I looked in the module data sheet, looks like the port only works up to SATA 2 speeds…it isn’t capable of running at SATA 3.

Reference: Jetson_TX2_Module_DataSheet_v1.0.pdf
Page 27, section 4.1.2:

The SATA controller enables a control path from the module to an external SATA device. A SSD / HDD / ODD drive can be
connected. Controller can support the maximum throughput of a Gen 2 drive.

“Gen 2” would imply 3Gbit/s.

@Linuxdev Thanks for the link (I should have read this doc, sorry… just goggled for TX2 SATA speed, searched this forum and haven’t been able to find this).

It wasn’t obvious…I had to dig through my documents. Made me wish there was some equivalent to “lspci” verbose mode where it would tell me the low level details. Current utilities are designed more for a query of the drive itself, and not so much the SATA controller and physical signal qualities. Probably something like this exists, but I don’t know what it is.

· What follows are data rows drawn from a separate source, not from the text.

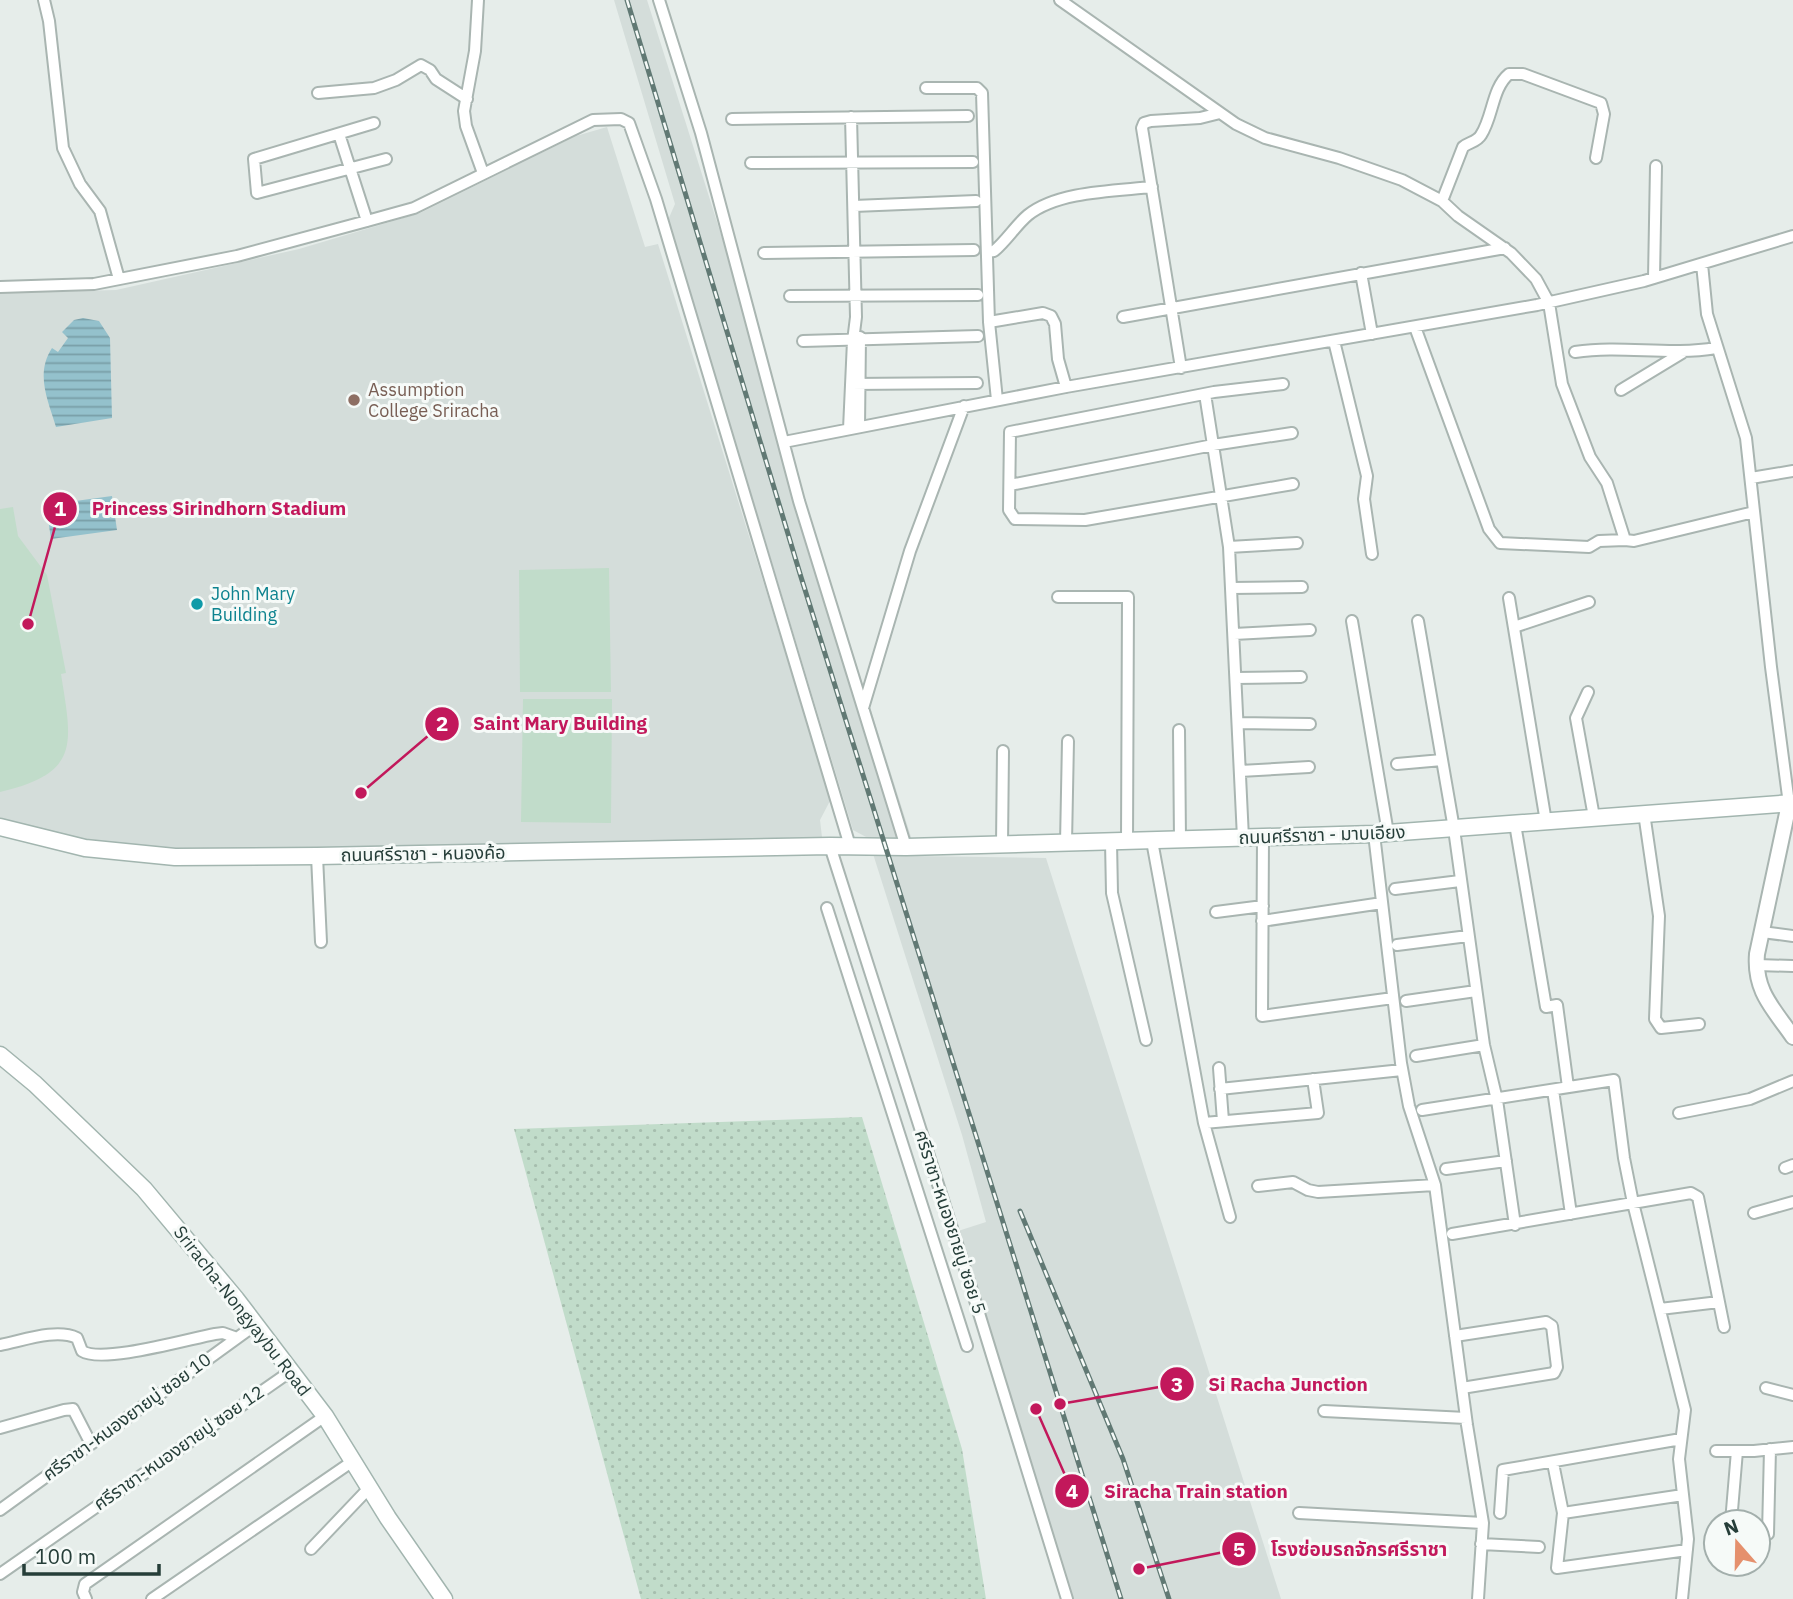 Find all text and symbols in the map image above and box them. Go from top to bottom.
place label: Assumption College Sriracha [368,378,499,422]
marker: Assumption College Sriracha [346,392,362,408]
callout: Princess Sirindhorn Stadium [43,489,360,529]
text: 1 [54,494,67,522]
text: Princess Sirindhorn Stadium [92,496,346,520]
place label: John Mary Building [211,582,295,626]
marker: John Mary Building [189,596,205,612]
callout: Saint Mary Building [424,704,661,744]
text: 2 [436,709,448,737]
text: Saint Mary Building [473,711,648,735]
street label: ถนนศรีราชา - มาบเอียง [1238,820,1406,849]
street label: ถนนศรีราชา - หนองค้อ [340,841,506,866]
street label: ศรีราชา-หนองยายบู่ ซอย 5 [909,1127,991,1317]
street label: Sriracha-Nongyaybu Road [169,1221,316,1400]
street label: ศรีราชา-หนองยายบู่ ซอย 10 [38,1348,216,1486]
callout: Si Racha Junction [1159,1364,1382,1404]
text: 3 [1171,1370,1183,1398]
text: Si Racha Junction [1208,1372,1368,1396]
street label: ศรีราชา-หนองยายบู่ ซอย 12 [89,1380,269,1516]
callout: Siracha Train station [1055,1471,1302,1511]
text: 4 [1066,1477,1078,1505]
text: Siracha Train station [1104,1479,1288,1503]
north arrow [1702,1508,1772,1578]
text: N [1721,1513,1742,1541]
callout: โรงซ่อมรถจักรศรีราชา [1221,1529,1461,1569]
scale bar [24,1532,159,1576]
text: 5 [1233,1535,1245,1563]
text: โรงซ่อมรถจักรศรีราชา [1271,1537,1447,1561]
text: 100 m [35,1542,96,1570] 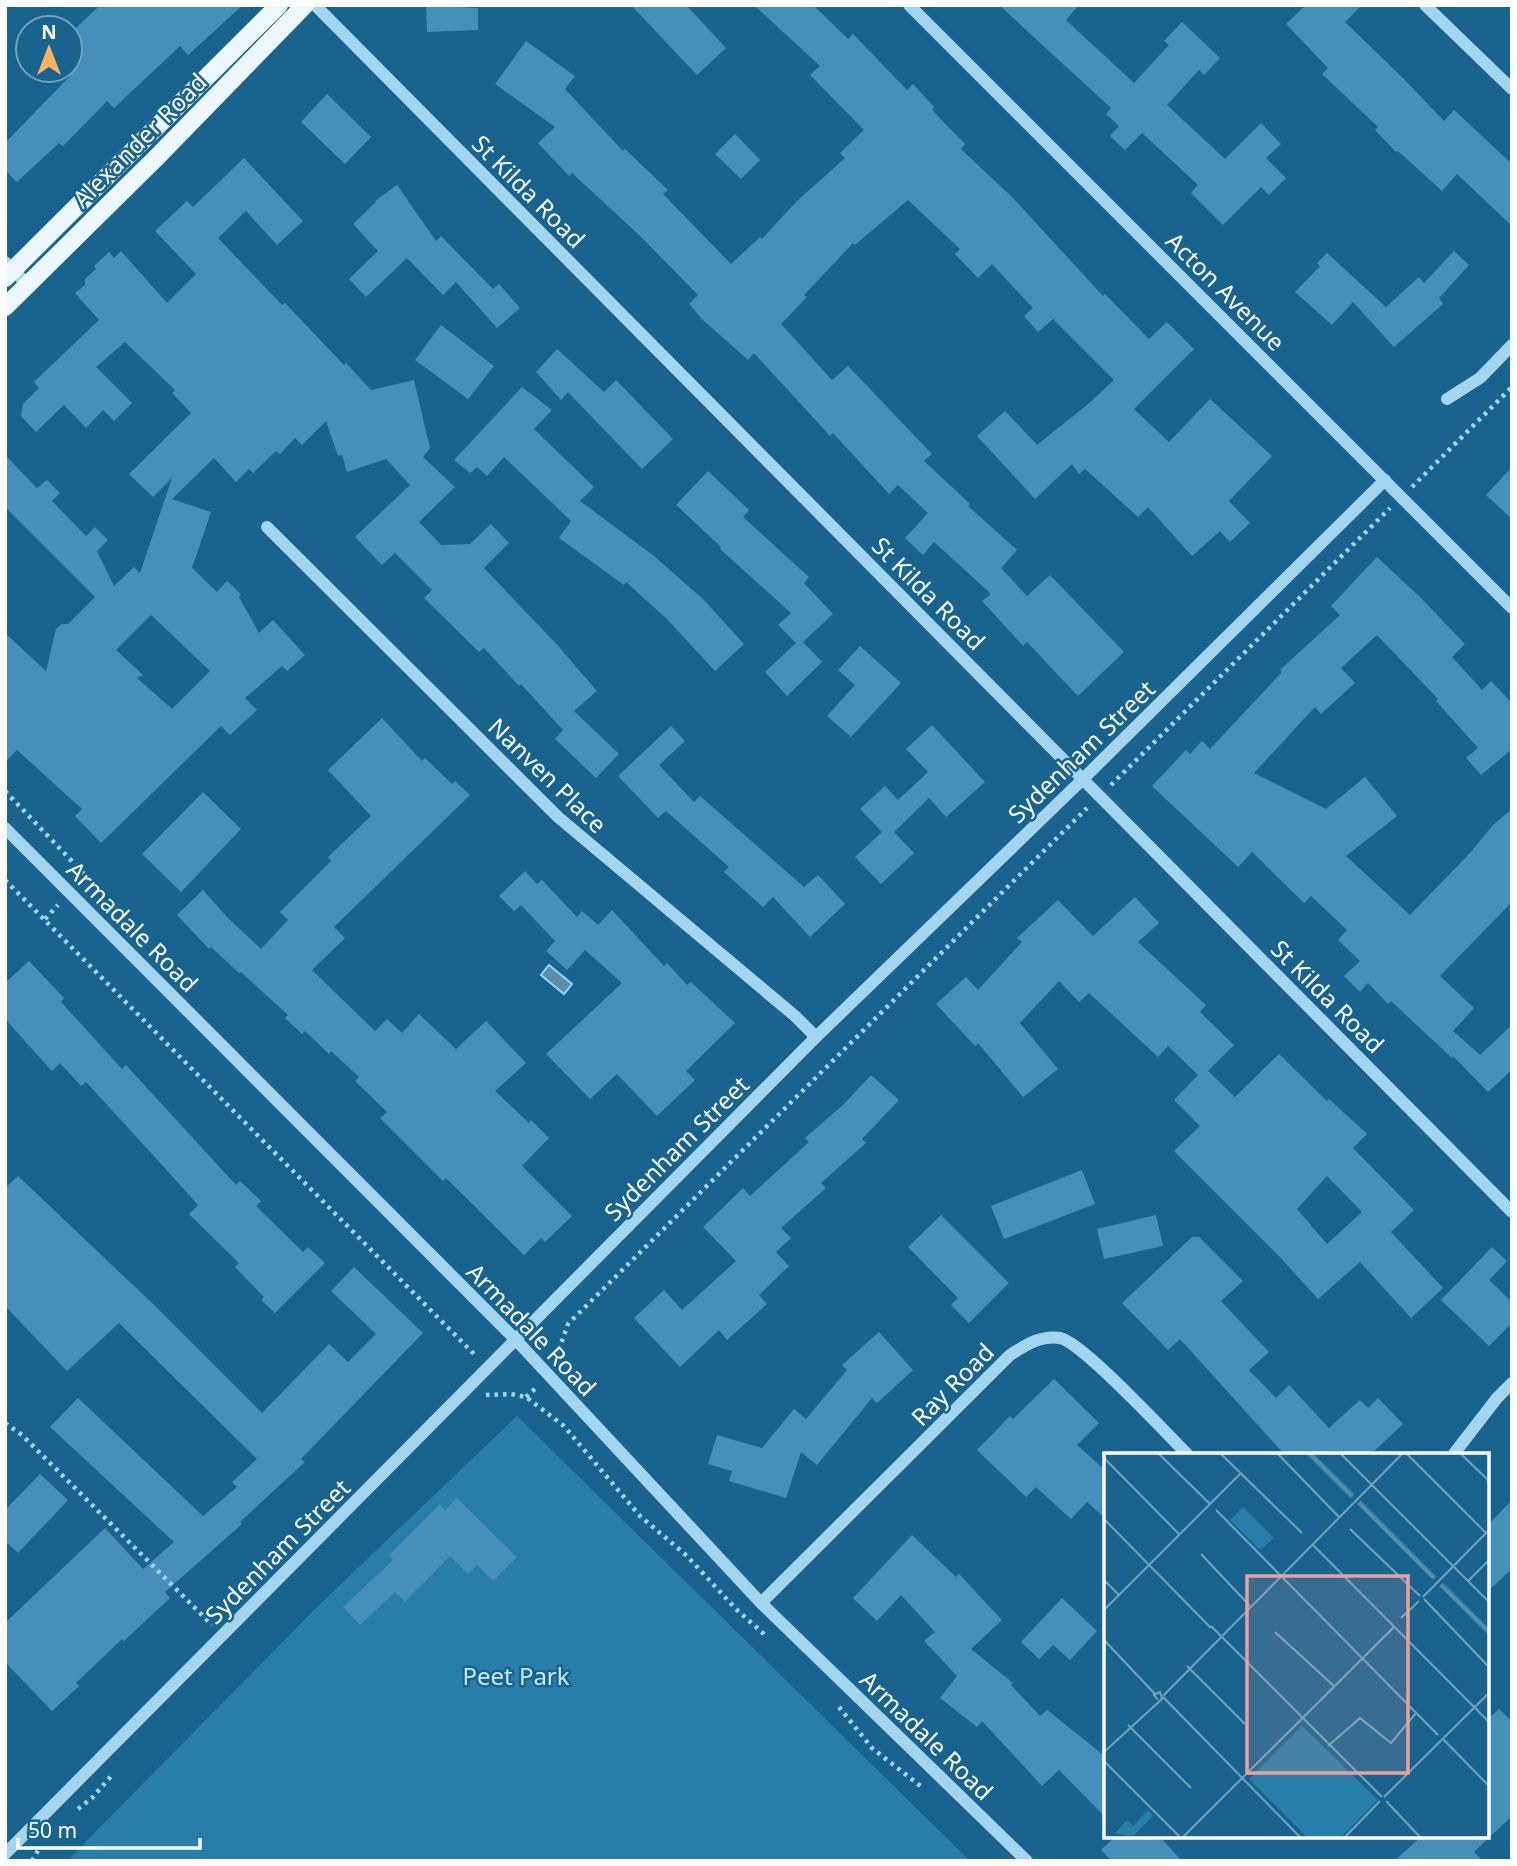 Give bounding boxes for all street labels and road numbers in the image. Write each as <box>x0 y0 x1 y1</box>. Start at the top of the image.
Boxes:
street label: Alexander Road <box>65 66 213 214</box>
street label: St Kilda Road <box>465 127 593 255</box>
street label: Acton Avenue <box>1159 224 1293 358</box>
street label: St Kilda Road <box>865 529 993 657</box>
street label: Sydenham Street <box>1000 672 1162 830</box>
street label: Nanven Place <box>482 710 614 840</box>
street label: Armadale Road <box>60 853 206 999</box>
street label: St Kilda Road <box>1264 932 1392 1060</box>
street label: Sydenham Street <box>596 1068 756 1228</box>
street label: Armadale Road <box>460 1255 604 1403</box>
street label: Ray Road <box>903 1335 1001 1433</box>
street label: Sydenham Street <box>197 1471 357 1631</box>
street label: Armadale Road <box>853 1663 1001 1807</box>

@linuxdev “lshw” often gives a good amount of details.
Not sure it will tell you about the ARM system SATA controller, though.

Anyway, if you want fast SSDs, I suggest you probably want a PCI-Express NVMe drive.

@snarky thanks, but unfortunately lshw gives many details about cpus, usb and network, but nothing about SATA.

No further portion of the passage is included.